What you have to do – Going through the entries below, work out how many lines have the string "function" in them. Give the number and nothing more.

(Data records)
________________

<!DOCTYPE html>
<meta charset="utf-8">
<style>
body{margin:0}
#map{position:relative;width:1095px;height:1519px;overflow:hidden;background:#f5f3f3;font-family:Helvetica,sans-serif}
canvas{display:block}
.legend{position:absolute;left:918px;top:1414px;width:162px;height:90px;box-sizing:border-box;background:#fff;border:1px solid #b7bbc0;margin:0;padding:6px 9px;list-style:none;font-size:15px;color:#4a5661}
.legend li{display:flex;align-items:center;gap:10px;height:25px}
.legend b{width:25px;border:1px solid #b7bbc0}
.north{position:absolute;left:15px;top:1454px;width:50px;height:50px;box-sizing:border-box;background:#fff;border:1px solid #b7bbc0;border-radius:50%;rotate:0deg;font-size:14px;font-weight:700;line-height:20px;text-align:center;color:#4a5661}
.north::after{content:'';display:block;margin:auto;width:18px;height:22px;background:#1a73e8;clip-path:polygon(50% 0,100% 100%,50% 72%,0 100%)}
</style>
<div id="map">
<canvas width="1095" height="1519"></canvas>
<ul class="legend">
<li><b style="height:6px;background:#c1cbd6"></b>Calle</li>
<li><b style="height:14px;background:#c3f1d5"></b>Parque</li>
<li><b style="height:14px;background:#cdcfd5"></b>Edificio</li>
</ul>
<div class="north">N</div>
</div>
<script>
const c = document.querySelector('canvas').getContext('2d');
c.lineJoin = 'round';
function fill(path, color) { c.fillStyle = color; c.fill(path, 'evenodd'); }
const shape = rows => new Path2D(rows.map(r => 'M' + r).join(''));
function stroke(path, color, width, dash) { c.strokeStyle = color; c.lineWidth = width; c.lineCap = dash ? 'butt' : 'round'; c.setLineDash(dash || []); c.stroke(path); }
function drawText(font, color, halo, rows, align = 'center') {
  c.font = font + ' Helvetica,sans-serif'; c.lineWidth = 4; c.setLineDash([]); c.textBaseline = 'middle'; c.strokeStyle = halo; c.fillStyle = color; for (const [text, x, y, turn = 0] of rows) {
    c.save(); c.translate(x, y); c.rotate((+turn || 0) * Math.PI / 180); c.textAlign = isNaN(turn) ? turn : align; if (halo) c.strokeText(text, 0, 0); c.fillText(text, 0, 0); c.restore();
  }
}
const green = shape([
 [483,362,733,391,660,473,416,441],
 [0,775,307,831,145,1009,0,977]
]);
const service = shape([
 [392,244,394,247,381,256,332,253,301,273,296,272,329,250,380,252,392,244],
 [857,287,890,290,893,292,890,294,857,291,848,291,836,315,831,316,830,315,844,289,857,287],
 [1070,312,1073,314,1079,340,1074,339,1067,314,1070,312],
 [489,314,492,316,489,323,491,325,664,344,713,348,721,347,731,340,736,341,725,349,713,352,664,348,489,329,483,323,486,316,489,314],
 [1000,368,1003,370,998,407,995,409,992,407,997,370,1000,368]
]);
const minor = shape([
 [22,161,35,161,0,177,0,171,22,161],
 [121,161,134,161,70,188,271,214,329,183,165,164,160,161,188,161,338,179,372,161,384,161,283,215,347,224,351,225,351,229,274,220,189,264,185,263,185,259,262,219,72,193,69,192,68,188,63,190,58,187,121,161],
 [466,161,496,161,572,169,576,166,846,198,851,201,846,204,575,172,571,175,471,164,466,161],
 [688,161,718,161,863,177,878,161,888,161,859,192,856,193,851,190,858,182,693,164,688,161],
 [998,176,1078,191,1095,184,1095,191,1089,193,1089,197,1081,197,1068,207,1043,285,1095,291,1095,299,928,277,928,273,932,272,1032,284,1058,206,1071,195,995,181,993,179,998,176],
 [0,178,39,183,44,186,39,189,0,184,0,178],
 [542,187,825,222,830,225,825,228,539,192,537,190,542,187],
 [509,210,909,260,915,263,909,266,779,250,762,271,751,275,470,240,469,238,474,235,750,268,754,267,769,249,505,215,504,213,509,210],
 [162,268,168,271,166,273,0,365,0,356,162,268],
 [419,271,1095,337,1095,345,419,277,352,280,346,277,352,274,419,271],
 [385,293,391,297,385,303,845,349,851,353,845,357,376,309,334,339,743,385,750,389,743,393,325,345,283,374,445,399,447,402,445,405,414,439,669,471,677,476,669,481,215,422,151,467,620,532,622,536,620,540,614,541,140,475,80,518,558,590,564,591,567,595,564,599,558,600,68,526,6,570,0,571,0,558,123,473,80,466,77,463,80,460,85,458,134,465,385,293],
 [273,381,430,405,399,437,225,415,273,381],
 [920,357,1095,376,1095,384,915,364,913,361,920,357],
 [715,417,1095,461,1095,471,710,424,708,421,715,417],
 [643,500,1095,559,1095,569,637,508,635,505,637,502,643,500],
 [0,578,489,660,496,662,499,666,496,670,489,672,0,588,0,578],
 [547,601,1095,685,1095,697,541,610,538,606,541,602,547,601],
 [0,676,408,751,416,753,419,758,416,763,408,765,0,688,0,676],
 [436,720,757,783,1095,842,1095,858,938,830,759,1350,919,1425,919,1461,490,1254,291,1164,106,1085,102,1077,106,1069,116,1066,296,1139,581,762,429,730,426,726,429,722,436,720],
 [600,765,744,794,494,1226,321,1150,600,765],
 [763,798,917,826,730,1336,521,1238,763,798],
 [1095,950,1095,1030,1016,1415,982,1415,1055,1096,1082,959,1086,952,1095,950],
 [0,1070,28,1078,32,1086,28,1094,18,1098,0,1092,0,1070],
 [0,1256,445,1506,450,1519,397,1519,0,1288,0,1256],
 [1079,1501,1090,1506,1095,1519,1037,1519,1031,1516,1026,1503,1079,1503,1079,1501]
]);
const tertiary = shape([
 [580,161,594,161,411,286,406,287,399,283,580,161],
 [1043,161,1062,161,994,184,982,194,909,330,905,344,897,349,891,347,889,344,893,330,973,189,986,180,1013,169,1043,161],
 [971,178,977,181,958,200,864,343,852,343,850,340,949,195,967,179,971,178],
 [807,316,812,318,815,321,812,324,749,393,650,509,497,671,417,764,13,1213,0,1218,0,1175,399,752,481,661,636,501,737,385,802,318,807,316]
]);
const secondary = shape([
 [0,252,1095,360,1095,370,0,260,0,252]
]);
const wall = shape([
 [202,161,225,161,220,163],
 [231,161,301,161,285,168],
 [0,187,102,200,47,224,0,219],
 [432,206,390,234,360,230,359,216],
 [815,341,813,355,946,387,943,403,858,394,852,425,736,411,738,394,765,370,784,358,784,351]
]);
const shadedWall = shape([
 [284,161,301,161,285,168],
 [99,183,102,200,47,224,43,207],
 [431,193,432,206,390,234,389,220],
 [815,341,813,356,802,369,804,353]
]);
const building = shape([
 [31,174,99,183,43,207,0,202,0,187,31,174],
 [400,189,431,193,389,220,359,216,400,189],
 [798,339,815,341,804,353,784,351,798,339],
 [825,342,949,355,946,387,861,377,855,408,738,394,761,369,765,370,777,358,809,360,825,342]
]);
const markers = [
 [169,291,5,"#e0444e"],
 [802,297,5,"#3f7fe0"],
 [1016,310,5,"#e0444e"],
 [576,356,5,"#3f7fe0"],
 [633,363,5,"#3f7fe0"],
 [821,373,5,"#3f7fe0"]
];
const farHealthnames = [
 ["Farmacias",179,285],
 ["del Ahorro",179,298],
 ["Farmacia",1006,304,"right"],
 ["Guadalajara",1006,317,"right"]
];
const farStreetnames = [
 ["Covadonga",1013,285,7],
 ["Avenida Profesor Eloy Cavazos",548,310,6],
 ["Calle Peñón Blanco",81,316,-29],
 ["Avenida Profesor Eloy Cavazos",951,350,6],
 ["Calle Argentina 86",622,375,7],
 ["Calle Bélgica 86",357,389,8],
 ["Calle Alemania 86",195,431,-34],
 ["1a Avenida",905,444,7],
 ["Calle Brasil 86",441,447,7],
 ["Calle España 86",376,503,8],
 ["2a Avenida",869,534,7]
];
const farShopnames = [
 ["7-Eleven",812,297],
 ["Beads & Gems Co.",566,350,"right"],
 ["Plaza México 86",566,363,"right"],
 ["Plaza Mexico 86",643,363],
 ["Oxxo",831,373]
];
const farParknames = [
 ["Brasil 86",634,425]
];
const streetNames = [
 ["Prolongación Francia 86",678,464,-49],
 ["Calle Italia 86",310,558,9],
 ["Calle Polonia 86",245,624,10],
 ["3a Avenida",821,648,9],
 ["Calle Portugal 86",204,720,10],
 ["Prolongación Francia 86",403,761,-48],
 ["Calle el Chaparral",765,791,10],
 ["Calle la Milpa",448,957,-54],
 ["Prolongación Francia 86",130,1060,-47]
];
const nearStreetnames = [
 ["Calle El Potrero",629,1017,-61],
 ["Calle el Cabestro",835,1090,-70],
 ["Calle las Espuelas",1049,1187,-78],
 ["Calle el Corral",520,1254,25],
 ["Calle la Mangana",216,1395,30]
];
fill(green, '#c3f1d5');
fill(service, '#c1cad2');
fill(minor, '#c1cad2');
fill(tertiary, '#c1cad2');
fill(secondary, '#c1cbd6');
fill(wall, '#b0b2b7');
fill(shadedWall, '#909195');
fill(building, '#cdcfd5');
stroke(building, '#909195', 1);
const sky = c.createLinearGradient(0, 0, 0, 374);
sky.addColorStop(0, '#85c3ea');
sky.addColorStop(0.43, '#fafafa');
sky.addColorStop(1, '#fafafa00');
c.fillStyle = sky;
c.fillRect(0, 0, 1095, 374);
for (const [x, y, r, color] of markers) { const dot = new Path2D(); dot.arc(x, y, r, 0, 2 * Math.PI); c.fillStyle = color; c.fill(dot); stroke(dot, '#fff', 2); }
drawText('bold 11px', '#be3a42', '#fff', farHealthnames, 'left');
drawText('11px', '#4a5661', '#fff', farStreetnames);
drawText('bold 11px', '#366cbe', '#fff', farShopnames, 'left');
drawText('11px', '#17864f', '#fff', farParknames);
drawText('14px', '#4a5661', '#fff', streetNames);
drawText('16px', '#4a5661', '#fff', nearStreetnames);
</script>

________________

Written answer – 3